Structured Ensembles: an Approach to Reduce the Memory Footprint of Ensemble Methods
This addresses the memory footprint problem for practitioners using ensemble methods in deep learning, offering an incremental improvement over existing approaches.
The paper tackles the high memory cost of ensemble methods in deep neural networks by proposing Structured Ensembles, which extracts multiple sub-networks from a single untrained network through end-to-end optimization, achieving higher or comparable accuracy with significantly less storage and favorable predictive calibration and uncertainty compared to state-of-the-art.

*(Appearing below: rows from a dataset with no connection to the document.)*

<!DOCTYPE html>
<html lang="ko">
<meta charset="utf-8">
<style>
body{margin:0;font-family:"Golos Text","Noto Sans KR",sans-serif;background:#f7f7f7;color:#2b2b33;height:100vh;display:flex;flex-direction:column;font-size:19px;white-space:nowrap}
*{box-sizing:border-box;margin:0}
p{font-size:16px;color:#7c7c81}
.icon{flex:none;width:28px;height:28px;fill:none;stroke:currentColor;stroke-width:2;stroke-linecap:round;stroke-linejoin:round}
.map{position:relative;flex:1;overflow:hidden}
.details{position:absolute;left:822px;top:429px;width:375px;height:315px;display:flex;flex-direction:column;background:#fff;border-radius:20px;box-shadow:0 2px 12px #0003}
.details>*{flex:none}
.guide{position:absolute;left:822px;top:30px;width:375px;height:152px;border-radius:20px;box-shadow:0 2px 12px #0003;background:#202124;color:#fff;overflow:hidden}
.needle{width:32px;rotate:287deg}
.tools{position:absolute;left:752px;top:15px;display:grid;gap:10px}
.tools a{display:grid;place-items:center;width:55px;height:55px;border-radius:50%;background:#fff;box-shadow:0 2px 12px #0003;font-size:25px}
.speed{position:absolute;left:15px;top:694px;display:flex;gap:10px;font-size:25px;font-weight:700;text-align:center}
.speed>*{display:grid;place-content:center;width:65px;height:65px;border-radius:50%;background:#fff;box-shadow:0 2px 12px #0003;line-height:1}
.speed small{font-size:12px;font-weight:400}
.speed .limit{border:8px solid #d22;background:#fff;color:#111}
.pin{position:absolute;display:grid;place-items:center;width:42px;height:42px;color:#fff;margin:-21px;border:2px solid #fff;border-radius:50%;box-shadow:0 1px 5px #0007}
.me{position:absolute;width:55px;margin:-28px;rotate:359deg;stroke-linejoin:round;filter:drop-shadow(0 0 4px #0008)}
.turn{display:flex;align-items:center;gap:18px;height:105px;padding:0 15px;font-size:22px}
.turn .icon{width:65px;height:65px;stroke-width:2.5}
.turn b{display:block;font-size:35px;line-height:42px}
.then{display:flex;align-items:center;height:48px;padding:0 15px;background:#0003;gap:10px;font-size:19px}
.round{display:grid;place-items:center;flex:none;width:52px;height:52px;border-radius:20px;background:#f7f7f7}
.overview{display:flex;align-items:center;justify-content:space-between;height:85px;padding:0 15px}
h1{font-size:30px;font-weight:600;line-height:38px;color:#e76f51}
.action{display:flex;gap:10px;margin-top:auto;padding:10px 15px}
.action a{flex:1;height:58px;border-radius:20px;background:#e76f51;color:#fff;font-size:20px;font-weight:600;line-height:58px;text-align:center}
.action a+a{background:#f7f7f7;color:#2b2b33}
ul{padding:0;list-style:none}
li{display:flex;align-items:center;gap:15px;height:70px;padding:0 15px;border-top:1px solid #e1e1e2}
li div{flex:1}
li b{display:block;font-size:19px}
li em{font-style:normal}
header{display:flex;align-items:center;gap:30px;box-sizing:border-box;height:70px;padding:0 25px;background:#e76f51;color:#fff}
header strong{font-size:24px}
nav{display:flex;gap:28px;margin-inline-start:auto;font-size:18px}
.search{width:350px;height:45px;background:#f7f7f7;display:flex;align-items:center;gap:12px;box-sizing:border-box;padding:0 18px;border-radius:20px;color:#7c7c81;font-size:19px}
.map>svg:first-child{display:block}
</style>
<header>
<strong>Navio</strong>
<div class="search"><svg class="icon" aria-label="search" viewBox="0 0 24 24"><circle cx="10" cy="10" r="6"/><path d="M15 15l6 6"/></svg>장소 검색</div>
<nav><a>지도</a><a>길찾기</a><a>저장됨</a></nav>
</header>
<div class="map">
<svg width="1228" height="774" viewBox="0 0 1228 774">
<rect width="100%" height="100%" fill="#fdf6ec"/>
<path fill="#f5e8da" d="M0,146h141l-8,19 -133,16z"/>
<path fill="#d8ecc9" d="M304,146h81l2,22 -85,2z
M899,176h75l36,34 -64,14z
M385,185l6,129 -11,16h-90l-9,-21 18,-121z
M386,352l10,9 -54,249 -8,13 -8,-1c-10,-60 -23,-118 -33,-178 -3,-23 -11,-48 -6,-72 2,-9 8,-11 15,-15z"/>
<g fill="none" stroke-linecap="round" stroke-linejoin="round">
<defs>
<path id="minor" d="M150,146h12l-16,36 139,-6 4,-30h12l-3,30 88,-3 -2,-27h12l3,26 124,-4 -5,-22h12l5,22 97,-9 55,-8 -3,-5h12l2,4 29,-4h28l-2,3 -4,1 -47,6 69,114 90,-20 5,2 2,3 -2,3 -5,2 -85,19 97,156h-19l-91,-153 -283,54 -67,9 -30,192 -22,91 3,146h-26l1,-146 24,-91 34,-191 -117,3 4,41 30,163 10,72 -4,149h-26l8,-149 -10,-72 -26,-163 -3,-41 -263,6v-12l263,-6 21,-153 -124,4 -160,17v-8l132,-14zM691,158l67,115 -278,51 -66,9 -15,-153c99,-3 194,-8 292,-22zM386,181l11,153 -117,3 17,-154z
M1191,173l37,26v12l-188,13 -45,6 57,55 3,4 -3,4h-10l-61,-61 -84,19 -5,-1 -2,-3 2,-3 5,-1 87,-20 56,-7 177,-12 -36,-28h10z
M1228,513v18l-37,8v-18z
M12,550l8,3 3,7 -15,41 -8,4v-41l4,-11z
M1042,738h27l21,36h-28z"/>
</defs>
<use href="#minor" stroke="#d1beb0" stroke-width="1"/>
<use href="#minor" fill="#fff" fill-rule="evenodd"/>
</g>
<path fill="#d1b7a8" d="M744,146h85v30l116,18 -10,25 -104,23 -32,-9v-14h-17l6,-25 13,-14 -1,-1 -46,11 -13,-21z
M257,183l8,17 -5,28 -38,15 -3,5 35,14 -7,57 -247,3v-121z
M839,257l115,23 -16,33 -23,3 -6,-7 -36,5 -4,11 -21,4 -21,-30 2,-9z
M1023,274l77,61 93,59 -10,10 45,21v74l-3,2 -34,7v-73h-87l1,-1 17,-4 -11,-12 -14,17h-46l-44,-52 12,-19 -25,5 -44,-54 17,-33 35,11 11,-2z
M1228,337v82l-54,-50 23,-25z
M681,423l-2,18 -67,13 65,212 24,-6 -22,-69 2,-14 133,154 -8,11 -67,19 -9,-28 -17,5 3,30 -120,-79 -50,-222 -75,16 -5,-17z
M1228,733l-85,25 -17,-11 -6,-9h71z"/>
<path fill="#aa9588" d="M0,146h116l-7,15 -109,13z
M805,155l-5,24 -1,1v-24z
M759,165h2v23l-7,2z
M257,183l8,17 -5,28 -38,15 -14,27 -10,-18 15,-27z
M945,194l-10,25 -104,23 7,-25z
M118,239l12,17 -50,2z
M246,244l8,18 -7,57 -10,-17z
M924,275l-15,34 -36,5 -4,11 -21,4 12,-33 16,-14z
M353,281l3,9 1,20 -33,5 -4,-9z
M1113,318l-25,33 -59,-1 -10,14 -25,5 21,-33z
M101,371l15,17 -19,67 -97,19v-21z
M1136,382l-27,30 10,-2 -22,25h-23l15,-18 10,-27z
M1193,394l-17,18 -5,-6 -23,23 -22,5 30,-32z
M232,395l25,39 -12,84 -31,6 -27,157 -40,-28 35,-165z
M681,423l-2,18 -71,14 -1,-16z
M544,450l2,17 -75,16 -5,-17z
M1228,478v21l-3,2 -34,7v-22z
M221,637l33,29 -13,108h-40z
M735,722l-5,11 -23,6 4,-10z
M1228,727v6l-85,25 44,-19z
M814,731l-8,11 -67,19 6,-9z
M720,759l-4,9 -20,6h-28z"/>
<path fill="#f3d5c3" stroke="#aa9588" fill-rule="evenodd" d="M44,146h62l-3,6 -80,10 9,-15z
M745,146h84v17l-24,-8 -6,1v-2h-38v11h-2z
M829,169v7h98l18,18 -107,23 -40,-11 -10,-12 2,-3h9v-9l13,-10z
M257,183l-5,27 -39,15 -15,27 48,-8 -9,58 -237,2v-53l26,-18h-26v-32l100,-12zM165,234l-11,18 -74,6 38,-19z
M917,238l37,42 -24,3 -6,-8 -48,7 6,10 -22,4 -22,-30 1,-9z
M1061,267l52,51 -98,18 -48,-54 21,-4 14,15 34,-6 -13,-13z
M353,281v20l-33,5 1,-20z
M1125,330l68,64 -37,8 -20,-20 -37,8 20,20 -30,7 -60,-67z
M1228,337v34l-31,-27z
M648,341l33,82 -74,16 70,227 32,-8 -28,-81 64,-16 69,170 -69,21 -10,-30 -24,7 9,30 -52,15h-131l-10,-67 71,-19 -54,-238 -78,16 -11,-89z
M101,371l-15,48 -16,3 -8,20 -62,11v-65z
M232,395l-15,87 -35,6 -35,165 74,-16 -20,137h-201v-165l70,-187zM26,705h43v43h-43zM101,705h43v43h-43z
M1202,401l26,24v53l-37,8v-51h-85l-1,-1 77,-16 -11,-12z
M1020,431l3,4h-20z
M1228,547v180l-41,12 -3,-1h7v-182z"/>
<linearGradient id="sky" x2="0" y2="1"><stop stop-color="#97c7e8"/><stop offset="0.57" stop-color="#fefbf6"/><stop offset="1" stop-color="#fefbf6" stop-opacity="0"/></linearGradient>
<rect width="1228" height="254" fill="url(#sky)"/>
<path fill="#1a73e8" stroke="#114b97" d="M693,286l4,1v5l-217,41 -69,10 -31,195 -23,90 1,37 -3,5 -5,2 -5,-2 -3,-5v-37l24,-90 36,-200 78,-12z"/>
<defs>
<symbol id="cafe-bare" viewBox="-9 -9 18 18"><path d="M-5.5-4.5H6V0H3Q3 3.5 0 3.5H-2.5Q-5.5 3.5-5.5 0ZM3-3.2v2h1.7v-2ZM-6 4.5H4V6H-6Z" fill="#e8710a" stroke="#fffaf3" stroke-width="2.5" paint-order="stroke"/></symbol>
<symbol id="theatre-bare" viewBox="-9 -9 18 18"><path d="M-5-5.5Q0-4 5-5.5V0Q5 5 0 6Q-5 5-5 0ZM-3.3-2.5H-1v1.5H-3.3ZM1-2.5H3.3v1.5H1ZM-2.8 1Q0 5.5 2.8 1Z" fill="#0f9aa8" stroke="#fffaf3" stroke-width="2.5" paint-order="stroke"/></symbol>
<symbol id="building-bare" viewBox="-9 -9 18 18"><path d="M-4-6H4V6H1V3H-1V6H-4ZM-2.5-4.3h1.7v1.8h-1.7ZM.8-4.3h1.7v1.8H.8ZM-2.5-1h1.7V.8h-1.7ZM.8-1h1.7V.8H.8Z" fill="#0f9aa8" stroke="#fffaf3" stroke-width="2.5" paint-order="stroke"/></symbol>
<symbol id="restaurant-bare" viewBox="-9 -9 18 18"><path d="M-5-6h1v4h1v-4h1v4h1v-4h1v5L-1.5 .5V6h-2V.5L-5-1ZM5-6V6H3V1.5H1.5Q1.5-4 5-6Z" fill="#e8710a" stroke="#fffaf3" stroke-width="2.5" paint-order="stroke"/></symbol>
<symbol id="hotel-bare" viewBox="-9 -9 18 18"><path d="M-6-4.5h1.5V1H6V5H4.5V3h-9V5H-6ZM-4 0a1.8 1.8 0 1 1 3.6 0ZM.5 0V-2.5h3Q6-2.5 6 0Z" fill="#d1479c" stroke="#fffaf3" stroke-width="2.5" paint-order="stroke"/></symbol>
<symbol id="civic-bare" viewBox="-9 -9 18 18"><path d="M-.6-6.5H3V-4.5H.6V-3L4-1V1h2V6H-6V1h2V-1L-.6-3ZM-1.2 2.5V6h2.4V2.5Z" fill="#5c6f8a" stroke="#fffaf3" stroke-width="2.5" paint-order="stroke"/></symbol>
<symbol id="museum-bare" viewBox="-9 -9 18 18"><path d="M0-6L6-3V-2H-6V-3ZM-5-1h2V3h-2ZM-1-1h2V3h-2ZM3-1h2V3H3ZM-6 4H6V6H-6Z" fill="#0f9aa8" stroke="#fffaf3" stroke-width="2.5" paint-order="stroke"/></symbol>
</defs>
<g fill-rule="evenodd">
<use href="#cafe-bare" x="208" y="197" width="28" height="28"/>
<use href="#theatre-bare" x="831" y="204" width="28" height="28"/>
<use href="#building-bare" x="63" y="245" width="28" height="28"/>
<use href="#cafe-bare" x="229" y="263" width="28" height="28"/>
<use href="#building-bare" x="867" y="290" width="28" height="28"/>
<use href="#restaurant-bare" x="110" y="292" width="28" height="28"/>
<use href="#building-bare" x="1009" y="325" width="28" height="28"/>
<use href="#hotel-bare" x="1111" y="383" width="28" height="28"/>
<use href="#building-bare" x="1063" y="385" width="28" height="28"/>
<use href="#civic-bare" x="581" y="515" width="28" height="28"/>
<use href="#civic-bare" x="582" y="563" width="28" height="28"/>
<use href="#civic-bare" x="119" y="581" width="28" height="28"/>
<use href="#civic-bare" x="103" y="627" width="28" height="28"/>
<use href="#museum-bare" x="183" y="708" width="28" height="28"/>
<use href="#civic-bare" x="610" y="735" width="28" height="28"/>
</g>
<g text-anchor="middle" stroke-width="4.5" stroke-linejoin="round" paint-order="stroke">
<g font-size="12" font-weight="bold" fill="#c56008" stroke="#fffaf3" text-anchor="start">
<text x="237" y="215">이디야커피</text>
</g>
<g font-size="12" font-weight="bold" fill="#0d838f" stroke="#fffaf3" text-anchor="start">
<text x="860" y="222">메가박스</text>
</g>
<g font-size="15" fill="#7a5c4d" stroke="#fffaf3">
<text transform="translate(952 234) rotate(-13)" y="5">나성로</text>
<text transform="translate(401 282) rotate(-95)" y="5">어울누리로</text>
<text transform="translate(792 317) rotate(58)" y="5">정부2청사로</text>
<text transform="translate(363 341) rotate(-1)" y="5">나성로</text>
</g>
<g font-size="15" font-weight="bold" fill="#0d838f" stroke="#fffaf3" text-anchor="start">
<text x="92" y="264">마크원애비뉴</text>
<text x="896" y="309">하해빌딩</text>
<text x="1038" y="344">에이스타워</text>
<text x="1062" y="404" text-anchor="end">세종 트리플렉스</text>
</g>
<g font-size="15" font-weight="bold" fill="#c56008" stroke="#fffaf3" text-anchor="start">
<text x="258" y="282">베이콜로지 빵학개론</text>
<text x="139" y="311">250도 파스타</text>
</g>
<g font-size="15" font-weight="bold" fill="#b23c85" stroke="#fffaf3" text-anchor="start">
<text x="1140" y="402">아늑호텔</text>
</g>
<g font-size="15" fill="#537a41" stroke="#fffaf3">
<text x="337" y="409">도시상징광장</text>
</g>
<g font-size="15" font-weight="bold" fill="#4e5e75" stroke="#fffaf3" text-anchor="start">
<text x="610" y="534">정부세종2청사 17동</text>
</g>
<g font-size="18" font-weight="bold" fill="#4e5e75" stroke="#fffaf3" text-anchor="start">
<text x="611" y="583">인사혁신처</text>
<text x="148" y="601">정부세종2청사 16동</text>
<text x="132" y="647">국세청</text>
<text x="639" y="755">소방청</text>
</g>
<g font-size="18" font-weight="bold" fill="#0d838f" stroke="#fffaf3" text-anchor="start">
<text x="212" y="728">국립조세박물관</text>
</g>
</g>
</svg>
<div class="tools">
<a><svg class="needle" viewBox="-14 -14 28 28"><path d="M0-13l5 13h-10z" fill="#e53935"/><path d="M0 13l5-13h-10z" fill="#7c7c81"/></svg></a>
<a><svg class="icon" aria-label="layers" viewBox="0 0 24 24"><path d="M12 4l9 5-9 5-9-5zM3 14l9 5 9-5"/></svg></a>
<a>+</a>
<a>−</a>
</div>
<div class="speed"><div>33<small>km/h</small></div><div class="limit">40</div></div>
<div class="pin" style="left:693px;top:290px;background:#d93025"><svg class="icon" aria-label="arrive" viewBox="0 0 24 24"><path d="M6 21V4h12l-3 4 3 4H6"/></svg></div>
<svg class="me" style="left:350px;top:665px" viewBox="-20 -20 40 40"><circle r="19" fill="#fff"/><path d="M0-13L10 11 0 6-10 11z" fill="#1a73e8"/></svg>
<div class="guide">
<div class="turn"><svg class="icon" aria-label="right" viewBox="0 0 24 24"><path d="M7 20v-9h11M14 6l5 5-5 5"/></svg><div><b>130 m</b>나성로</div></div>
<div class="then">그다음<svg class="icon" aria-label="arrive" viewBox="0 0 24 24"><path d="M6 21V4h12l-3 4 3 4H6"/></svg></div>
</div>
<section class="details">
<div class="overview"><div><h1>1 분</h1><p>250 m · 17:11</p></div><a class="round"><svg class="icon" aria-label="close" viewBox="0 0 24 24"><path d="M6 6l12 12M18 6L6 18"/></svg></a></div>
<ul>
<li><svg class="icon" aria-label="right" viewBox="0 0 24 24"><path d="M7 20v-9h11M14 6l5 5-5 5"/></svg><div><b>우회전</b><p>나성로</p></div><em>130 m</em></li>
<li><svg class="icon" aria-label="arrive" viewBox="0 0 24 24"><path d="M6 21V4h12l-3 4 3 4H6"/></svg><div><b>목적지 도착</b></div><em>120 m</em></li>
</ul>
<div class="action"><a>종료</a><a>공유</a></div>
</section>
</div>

In this paper, we propose a novel ensembling technique for deep neural networks, which is able to drastically reduce the required memory compared to alternative approaches. In particular, we propose to extract multiple sub-networks from a single, untrained neural network by solving an end-to-end optimization task combining differentiable scaling over the original architecture, with multiple regularization terms favouring the diversity of the ensemble. Since our proposal aims to detect and extract sub-structures, we call it Structured Ensemble. On a large experimental evaluation, we show that our method can achieve higher or comparable accuracy to competing methods while requiring significantly less storage. In addition, we evaluate our ensembles in terms of predictive calibration and uncertainty, showing they compare favourably with the state-of-the-art. Finally, we draw a link with the continual learning literature, and we propose a modification of our framework to handle continuous streams of tasks with a sub-linear memory cost. We compare with a number of alternative strategies to mitigate catastrophic forgetting, highlighting advantages in terms of average accuracy and memory.